▶ [TASK TO CARRY OUT]:
Where in the entries below does "function" appear? Copy every line that has it.

*** EXERCISE DATA Section Begins ***

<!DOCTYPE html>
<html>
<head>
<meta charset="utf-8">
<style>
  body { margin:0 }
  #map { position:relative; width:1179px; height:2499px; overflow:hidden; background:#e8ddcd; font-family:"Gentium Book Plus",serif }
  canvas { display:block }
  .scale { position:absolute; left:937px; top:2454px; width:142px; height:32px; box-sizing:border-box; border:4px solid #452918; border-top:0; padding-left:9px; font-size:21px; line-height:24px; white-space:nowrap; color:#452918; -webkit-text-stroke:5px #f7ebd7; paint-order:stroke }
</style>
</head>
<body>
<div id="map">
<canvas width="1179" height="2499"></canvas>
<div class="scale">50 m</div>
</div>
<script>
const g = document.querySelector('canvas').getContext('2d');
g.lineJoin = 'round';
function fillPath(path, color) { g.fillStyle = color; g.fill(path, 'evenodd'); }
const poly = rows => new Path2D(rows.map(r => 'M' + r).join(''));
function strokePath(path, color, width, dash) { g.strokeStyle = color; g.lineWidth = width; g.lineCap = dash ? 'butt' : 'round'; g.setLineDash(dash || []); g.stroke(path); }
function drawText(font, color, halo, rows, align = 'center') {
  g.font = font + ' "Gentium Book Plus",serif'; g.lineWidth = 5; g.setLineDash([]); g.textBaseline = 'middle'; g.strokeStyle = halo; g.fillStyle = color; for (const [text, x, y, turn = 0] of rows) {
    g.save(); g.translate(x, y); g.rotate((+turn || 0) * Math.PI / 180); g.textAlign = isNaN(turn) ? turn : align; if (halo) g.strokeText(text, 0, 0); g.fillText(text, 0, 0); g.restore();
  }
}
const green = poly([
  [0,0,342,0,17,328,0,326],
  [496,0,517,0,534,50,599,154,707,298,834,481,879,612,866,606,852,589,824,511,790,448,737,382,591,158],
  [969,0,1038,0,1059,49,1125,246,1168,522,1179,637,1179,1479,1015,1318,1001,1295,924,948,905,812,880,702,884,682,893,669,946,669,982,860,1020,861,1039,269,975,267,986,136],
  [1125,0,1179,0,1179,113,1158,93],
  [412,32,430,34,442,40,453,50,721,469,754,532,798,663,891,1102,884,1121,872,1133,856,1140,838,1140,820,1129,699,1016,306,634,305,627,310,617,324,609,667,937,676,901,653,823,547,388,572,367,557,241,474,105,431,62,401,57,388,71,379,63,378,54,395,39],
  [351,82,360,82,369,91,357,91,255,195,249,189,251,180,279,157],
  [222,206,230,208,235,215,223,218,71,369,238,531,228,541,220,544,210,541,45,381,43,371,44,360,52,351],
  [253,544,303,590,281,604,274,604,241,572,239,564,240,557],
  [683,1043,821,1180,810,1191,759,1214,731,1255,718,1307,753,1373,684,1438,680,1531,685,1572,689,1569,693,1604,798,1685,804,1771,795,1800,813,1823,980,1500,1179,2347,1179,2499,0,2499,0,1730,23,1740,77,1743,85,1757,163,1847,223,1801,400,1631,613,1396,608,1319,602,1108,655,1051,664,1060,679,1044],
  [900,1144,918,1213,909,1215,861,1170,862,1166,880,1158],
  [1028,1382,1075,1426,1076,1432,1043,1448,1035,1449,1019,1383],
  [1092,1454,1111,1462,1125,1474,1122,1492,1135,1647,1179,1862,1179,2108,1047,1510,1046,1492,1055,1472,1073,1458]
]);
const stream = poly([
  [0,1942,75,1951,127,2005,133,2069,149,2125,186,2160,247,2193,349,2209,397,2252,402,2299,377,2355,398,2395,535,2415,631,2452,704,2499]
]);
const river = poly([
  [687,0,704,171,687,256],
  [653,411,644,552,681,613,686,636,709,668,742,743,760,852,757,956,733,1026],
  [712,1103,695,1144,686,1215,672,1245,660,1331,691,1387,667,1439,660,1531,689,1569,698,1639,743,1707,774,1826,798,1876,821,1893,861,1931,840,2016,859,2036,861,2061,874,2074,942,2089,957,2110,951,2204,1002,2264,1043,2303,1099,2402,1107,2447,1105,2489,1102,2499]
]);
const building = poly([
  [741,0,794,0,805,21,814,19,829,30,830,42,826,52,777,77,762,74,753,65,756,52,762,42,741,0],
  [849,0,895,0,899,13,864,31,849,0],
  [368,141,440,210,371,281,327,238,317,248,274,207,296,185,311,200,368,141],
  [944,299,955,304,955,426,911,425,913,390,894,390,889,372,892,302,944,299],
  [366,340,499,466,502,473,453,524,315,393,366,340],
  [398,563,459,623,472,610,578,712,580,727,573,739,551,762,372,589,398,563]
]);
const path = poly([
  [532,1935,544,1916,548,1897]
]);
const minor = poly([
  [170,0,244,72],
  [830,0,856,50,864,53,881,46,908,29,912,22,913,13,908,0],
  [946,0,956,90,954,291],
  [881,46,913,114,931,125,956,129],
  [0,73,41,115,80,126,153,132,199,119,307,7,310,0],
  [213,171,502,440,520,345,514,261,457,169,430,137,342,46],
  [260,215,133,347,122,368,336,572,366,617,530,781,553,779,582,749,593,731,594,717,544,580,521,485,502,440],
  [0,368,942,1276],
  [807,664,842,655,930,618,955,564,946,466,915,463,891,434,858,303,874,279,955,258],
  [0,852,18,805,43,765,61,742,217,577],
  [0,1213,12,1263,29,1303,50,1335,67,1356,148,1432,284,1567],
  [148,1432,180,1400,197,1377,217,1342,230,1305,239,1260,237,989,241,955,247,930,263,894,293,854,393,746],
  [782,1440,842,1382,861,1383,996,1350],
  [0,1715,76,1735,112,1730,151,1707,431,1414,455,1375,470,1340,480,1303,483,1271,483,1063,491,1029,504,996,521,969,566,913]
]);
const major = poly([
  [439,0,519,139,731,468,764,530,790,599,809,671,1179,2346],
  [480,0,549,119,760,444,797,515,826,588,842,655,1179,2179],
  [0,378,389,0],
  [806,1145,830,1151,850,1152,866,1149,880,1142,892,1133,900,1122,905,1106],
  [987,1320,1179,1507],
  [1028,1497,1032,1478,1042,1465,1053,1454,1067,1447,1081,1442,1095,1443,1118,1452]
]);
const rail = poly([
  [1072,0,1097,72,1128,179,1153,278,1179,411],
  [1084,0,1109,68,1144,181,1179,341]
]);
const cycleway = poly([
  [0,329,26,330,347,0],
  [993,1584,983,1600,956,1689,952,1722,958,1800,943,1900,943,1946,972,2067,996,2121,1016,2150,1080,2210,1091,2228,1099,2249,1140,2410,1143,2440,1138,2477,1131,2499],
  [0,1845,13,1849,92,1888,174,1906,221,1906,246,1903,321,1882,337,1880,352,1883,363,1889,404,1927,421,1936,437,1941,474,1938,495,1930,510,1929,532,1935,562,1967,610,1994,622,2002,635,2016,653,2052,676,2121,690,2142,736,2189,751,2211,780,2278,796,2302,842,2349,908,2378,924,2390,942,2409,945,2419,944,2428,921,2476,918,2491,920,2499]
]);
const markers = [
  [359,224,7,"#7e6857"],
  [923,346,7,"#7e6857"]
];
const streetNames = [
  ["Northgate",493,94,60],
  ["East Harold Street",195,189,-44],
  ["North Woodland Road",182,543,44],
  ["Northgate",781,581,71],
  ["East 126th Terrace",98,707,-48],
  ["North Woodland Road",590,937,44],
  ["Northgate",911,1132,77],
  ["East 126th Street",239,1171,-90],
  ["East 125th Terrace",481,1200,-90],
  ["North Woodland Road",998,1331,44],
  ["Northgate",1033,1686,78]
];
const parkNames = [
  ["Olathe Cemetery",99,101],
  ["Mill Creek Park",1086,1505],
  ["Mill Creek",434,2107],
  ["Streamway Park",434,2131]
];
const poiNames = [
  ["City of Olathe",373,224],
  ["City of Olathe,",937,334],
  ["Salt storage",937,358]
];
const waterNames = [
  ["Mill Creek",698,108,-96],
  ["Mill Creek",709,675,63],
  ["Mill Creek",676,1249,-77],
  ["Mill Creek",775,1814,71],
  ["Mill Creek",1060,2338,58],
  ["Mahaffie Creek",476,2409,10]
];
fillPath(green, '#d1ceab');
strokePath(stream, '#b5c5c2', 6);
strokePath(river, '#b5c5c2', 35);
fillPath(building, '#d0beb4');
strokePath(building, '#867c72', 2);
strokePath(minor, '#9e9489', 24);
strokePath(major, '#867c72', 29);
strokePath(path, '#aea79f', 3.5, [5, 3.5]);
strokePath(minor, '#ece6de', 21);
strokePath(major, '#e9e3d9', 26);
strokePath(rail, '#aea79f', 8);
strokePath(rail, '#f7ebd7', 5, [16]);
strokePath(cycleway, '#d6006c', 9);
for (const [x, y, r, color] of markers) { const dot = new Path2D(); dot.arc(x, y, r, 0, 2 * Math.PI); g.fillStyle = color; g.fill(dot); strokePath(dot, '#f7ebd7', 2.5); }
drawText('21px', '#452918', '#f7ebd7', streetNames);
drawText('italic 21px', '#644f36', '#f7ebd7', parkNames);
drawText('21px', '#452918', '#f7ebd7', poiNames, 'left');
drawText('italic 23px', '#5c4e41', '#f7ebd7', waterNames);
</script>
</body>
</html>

*** EXERCISE DATA Section Ends ***

▶ [THE COMPLETED TASK]:
function fillPath(path, color) { g.fillStyle = color; g.fill(path, 'evenodd'); }
function strokePath(path, color, width, dash) { g.strokeStyle = color; g.lineWidth = width; g.lineCap = dash ? 'butt' : 'round'; g.setLineDash(dash || []); g.stroke(path); }
function drawText(font, color, halo, rows, align = 'center') {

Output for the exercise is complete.